The way the backfill-pressure circuit is plumbed to these balls, when their respective clutch is applied, this backpressure becomes clutch pressure. This makes for quite a balancing act. Should actuator-feed pressure working on a larger surface area of the ball become lower than clutch pressure working on the smaller surface area of the ball, the ball will move off its seat and orificed line will keep the AFL circuit charged. It is almost like a backup for the AFL valve should bore wear develop and cause AFL pressure to drop. Between both encapsulated-ball assemblies all four speeds are covered, so any time AFL pressure decides to drop, one of these balls will move off its seat and keep the circuit charged.
Between the valve body and pump, there are only 12 valves and two pressure-relief ball-and-spring lineups (figures 8, 9 and 10). Of course each valve plays an important role in the proper operation of the transmission, but I’ll point out a half dozen of them.
There are two shift-solenoid mode valves in this valve body, and it is good to know that each one routes pressure to two specific clutch assemblies. Shift-solenoid-valve mode A routes fluid pressure to the 1-3 and 4th clutch assemblies; shift-solenoid-valve mode B routes pressure to the hybrid low, 1-2 and hybrid direct 2-3-4 clutch assemblies. Knowing this could help diagnose a stuck-valve scenario.

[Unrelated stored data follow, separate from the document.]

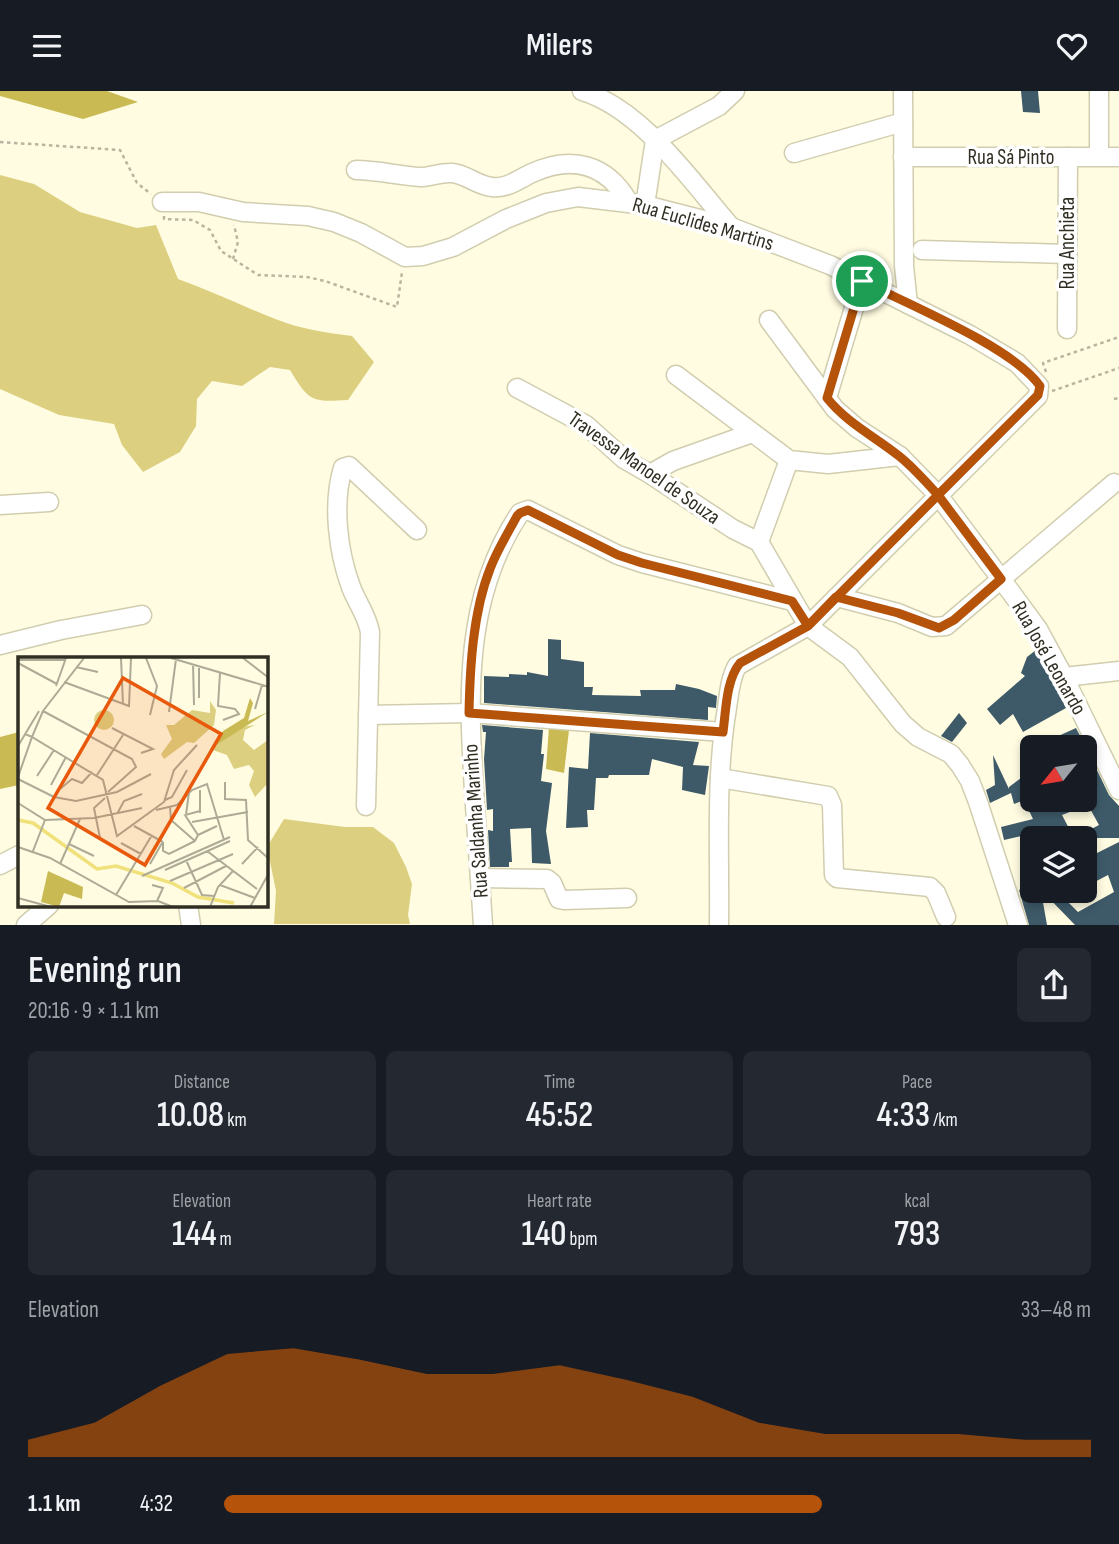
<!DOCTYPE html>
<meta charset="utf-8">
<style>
:root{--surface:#171b24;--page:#242831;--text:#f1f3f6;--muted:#9ea1a6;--accent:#b45309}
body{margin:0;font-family:"Sofia Sans Condensed",sans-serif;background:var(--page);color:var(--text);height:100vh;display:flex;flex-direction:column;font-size:26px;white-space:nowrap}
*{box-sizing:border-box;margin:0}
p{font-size:23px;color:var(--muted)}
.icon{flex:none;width:38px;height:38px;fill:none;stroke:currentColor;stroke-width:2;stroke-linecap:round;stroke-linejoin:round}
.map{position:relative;height:834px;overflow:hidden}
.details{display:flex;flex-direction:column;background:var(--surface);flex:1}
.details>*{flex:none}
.needle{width:46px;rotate:240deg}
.tools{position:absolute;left:1020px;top:644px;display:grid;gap:14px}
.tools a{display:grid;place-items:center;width:77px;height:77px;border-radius:10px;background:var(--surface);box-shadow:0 4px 10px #0003;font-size:35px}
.pin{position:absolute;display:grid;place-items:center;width:60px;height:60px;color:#fff;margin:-30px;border:4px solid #fff;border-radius:50%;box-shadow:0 2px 7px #0007}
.round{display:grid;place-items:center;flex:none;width:74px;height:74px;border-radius:10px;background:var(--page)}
.overview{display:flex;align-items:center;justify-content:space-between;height:119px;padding:0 28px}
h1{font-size:38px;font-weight:600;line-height:52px}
.figures{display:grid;grid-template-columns:repeat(3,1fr);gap:10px;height:119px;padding:7px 28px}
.figures div{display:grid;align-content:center;border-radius:10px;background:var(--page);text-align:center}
.figures b{font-size:35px;font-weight:600}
.figures small{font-size:19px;font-weight:400}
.figures p{font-size:19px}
.chart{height:196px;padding:14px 28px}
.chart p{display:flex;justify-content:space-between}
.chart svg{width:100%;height:126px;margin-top:7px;fill:var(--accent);opacity:.7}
ul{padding:0 28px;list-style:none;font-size:23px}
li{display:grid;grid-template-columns:112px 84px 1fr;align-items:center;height:52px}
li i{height:18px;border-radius:9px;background:var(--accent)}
header{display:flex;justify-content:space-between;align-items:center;height:91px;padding:0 28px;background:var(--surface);font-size:32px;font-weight:600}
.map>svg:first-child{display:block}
</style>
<header><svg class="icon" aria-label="menu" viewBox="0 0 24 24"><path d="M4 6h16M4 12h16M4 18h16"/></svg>Milers<svg class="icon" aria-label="heart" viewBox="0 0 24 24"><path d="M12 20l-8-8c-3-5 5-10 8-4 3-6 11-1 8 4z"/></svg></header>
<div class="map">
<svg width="1119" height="834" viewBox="0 0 1119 834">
<rect width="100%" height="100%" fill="#fffce2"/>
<g fill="#dcd080">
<path d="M 0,84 L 34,93 L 80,121 L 137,137 L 156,134 L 178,188 C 212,200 244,216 278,229 C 302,238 327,242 352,245 L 374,271 L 348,309 C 312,311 309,311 290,279 L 270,276 L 242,295 L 212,290 L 197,308 L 196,335 L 180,361 L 143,381 L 122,354 L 114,333 L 59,324 L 0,298 Z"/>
<path d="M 284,728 L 345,736 L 373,736 L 394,752 L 406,776 L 412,793 L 408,824 L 410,833 L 274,833 L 276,800 L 267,756 Z"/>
</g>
<g fill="#caba54">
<path d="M 0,0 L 107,0 L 138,11 L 83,28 L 0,5 Z"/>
<path d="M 549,636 L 569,639 L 564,682 L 546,678 Z"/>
<path d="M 19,641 L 19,694 L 0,698 L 0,646 Z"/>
</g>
<g fill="#3e5a69" fill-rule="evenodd">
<path d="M 1021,0 L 1038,0 L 1040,22 L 1023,21 Z"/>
<path d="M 548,548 L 561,549 L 561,568 L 584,571 L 584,596 L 593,596 L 592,604 L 641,605 L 640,599 L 675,599 L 676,593 L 699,598 L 717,605 L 716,617 L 708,616 L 708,629 L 484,612 L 484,585 L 509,586 L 509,583 L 527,584 L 527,581 L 548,585 Z"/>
<path d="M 1036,559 L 1066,617 L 1023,641 L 1013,623 L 1000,634 L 987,618 L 1025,585 L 1021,582 L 1027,566 Z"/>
<path d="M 959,622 L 967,632 L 952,651 L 941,645 Z"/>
<path d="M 482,634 L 543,639 L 541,663 L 544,663 L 541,690 L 552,692 L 546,740 L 551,773 L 532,772 L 531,737 L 510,738 L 512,771 L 509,771 L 509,776 L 490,776 L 488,739 L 493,740 L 493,718 L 487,719 L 484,668 L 486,641 L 483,641 Z"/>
<path d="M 1076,637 L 1086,656 L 1034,656 Z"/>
<path d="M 590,642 L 699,651 L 693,674 L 709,675 L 705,704 L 682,699 L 683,676 L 652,668 L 649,684 L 609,684 L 608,687 L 596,687 L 594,719 L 587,719 L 588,736 L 566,737 L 569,676 L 588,678 Z"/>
<path d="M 993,664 L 1009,698 L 1009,696 L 1021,687 L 1029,698 L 1032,697 L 1032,719 L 1055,709 L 1085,709 L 1085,675 L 1093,671 L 1109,704 L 1119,715 L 1119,747 L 1042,747 L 1039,741 L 1004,749 L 1001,736 L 1033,728 L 1024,709 L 1014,713 L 1011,702 L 990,712 L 986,699 L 995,694 ZM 1088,714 L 1099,734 L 1074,747 L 1062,724 Z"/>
<path d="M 1119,751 L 1119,834 L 1075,834 L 1042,800 L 1078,800 L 1064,807 L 1078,821 L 1114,801 L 1108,784 L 1085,796 L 1085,768 Z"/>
<path d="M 1025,796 L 1027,800 L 1041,800 L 1047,834 L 1029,834 L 1019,799 Z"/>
</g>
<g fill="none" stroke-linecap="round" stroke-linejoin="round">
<g stroke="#d1cdaf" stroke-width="21">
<g id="minor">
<path d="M 582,0 C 642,18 691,90 731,136"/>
<path d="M 903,0 L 904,175 L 908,213"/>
<path d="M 794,62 L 903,31"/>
<path d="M 1099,65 L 1099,0"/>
<path d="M 903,66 L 1119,66"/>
<path d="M 356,79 C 378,79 399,85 420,86 C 431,86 441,81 452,82 C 466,83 478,95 492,96 C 507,98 519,88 532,82 C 572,64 606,73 628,110"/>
<path d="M 162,111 L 199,111 L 243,121 L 308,125 L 334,131 L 361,142 L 405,166 L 423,165 L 453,156 L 506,128 L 546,112 L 578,106 L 645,114 L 731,136 L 830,174 L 970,244 L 1017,272 L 1039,295 L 1038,305 L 808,535 L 737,575 C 730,588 729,603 727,617 C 715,688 720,762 719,834"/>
<path d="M 645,114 L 655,49 L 719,15 L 735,0"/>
<path d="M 922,159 L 1067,163"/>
<path d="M 769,229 L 835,318 L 857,337 L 900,365 L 938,404 L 1010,500 L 1038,538 L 1064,586 L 1119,699"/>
<path d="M 1067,238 L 1068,66"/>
<path d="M 676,284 L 789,369 L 828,373 L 900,365"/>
<path d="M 517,297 L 586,334 L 624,368 L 650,383 L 733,438 L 759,451 L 808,535 L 850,566 L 903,633 L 918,646 L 951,663 L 960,674 L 970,690 L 978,711 L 1018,834"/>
<path d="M 827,307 L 862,190"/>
<path d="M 650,383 L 673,370 L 752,342"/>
<path d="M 0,414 L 49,411"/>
<path d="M 759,451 L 789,369"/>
<path d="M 837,506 L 898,522 L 932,536 L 946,535 L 1114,392"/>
<path d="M 0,554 L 61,539 L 142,524"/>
<path d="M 1064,586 L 1119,580"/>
<path d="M 368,624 L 469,622 L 723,641"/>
<path d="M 720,687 L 828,705 L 832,714 L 834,784 L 837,787 L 930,796 L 936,802 L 946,826"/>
<path d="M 366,715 L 370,541 C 367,524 357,512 351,496 C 338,461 332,413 343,377 L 349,375 L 417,439"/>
<path d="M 0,774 L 19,764"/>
<path d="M 480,787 L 547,788 L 552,792 L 559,808 L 564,809 L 627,807"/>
<path d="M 188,814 L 191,834"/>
<path d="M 26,834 L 49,814"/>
<path d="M 483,834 C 480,789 477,745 474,700 C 468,603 464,506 520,422 L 528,419 L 618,464 L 642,472 L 792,510"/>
</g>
</g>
<g stroke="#b7b5a0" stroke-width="2.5" stroke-dasharray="3.5 3.5" stroke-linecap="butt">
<path d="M 0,51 L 120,59 L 137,92 L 151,103"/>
<path d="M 164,125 L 164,128 L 193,129 L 210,139 L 221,160 L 258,184 L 307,186 L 325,190 L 397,216 L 402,181"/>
<path d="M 233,168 L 238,151 L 234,134"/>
<path d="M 1046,281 L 1043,272 L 1119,246"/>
<path d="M 1052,300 L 1119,277"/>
<path d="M 1114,308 L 1119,307"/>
</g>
<use href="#minor" stroke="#fff" stroke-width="18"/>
</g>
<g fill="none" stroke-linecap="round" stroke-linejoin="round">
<g stroke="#fff" stroke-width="14">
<path id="route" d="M 862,190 L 827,307 C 847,332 874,345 899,365 C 913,376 926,391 938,404 L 808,535 L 740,572 C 726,589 726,620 723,641 L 469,622 C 470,575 473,521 490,478 C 497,459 508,442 517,425 L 520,422 L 528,419 L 618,464 L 642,472 L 792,510 L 808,535 L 836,506 L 898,522 L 939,537 L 954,529 L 1001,488 L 938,404 L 1038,304 L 1040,295 C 1013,256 907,213 862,190"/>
</g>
<use href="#route" stroke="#b45309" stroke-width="9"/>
</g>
<g text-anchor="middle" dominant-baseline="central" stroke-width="7" stroke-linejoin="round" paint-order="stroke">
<g font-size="21" fill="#312f23" stroke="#fff">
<text x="1011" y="66">Rua Sá Pinto</text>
<text transform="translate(703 133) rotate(16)">Rua Euclides Martins</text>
<text transform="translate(1067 152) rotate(-90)">Rua Anchieta</text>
<text transform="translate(644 377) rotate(35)">Travessa Manoel de Souza</text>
<text transform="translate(1049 567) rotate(60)">Rua José Leonardo</text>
<text transform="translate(476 730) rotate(-94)">Rua Saldanha Marinho</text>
</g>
</g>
<g transform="translate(18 566)">
<rect width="250" height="250" fill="#fffce2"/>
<path d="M 192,44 L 198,53 L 196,68 L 176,86 L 169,85 L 146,102 L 143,97 L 154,82 L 148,68 L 156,68 L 174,53 L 192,56 ZM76 63a10 10 0 1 1 20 0a10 10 0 1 1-20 0ZM 237,68 L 227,73 L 225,83 L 236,93 L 250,83 L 250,126 L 237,140 L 231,128 L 236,114 L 231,108 L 216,112 L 209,98 L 192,92 L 223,70 Z" fill="#dcd080"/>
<path d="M 232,41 L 235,46 L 230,64 L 250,55 L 192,92 L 205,74 L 226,61 ZM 30,214 L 65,230 L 64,242 L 46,236 L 41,250 L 23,245 Z" fill="#caba54"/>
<path fill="none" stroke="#f1e17b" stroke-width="3.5" d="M 0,163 L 15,166 L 79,212 L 98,209 L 154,226 L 180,240 L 216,246"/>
<path fill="none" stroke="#adaa96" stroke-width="2" d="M 103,1 L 105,48M 128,1 L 139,29 L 132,58M 153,1 L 251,30M 225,1 L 251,21M 0,3 L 47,3M 0,6 L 39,27M 175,7 L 176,48M 181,9 L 181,41M 58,10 L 80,15M 202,16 L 200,49 L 217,52 L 221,57 L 205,63M 46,25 L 111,49 L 113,1M 38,29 L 48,1M 237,52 L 244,28M 25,54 L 114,102 L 118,110 L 90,135M 151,55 L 158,2M 94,71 L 135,92 L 123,96M 7,77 L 14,80 L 25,54 L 66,1M 0,89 L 21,54M 79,118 L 105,78M 19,119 L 36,93M 0,120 L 14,80 L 85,123 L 99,179 L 146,145 L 156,113 L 179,88M 0,122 L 36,140 L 58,144 L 99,135 L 133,117M 207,125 L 207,142 L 228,143 L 230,183 L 251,202M 33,128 L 48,100M 42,132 L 54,122 L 64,126 L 74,115M 147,143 L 154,140 L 169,113M 0,146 L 27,163 L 76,161 L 124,151M 152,149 L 153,163 L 177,184M 138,153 L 159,148 L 174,133 L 189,127 L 206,183M 182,156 L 182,133M 99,157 L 106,144 L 124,137M 168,158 L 171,135M 174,165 L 230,155M 116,169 L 145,185M 180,178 L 199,169M 82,181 L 76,151 L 87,141M 177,184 L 180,178 L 167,158 L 182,154M 145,185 L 145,194 L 151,197 L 177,184M 103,186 L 123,197M 51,187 L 76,199M 0,190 L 32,201 L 111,245 L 140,244 L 155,250M 15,194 L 27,163M 189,194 L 239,232M 168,203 L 184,238 L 196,239M 42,207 L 62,162M 132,207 L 144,186M 224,207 L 240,190M 147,213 L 212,184M 124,219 L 212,180M 152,224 L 215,197M 134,228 L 145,231 L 139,244M 202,228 L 237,241M 166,231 L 208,209M 98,238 L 134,178M 0,241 L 33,250M 192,250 L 200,230 L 215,214M 232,250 L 251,216"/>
<path fill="#e8590c" fill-opacity="0.15" stroke="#e8590c" stroke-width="3.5" d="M 105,21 L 203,77 L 127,208 L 30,151 Z"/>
<rect width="250" height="250" fill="none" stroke="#312f23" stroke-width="3.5"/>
</g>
</svg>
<div class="tools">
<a><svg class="needle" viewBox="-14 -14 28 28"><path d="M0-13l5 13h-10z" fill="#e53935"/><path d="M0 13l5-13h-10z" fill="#9ea1a6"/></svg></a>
<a><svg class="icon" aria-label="layers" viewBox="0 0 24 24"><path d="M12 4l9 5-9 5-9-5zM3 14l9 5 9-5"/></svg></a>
</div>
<div class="pin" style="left:862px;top:190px;background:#1e9e55"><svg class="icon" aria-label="arrive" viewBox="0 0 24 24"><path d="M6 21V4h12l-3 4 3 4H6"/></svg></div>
</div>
<section class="details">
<div class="overview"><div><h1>Evening run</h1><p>20:16 · 9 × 1.1 km</p></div><a class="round"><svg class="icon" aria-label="share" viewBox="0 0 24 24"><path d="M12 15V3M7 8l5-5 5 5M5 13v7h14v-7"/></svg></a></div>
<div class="figures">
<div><p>Distance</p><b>10.08<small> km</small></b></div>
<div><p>Time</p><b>45:52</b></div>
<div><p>Pace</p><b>4:33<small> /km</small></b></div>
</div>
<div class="figures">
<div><p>Elevation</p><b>144<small> m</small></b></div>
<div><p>Heart rate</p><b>140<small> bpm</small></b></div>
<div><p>kcal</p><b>793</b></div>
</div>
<div class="chart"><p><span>Elevation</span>33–48 m</p>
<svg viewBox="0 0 160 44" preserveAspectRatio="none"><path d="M0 44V38L10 32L20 19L30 8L40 6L50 10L60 15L70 15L80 12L90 17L100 23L110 32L120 36L130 36L140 36L150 38L160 38V44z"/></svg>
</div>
<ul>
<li><b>1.1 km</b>4:32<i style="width:69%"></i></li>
</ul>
</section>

To finish our comprehensive view of this transmission I extracted information from GM’s 2ML70 Technician Guide for six specific valves and what the associated failures would be should the valve get stuck in either a stroked or non-stroked position.
1-3 clutch regulator valve: Being stuck in the applied position could cause no reverse, no second and no fourth. If stuck in the release position it could cause no first or third gear.
Hybrid low 1-2 clutch regulator valve: Being stuck in the applied position could cause no reverse, no EVT mode high and no third gear. If stuck in the release position it could cause no reverse, no EVT mode low and no first, second or fourth gear.
Hybrid direct 2-3-4 clutch regulator valve: If stuck in the applied position it could cause no reverse, no EVT mode low and no first gear. If stuck in the release position it could cause no EVT mode high and no second, third or fourth gear.
Shift-solenoid-valve mode A: Being stuck in the applied position could cause no reverse. If it is stuck in the release position it could cause no first, second, third or fourth gear.
Shift-solenoid-valve mode B: Being stuck in the applied position could cause no reverse, no EVT mode low, and no first or second gear. If stuck in the release position it could cause no third or fourth gear.
Actuator-feed limit valve: If stuck in the applied position could cause low actuator-feed limit pressure, resulting in no-shift or slipping-shift conditions. If stuck in the release position it could cause high actuator-feed limit pressure, resulting in harsh-shift conditions and damaged components.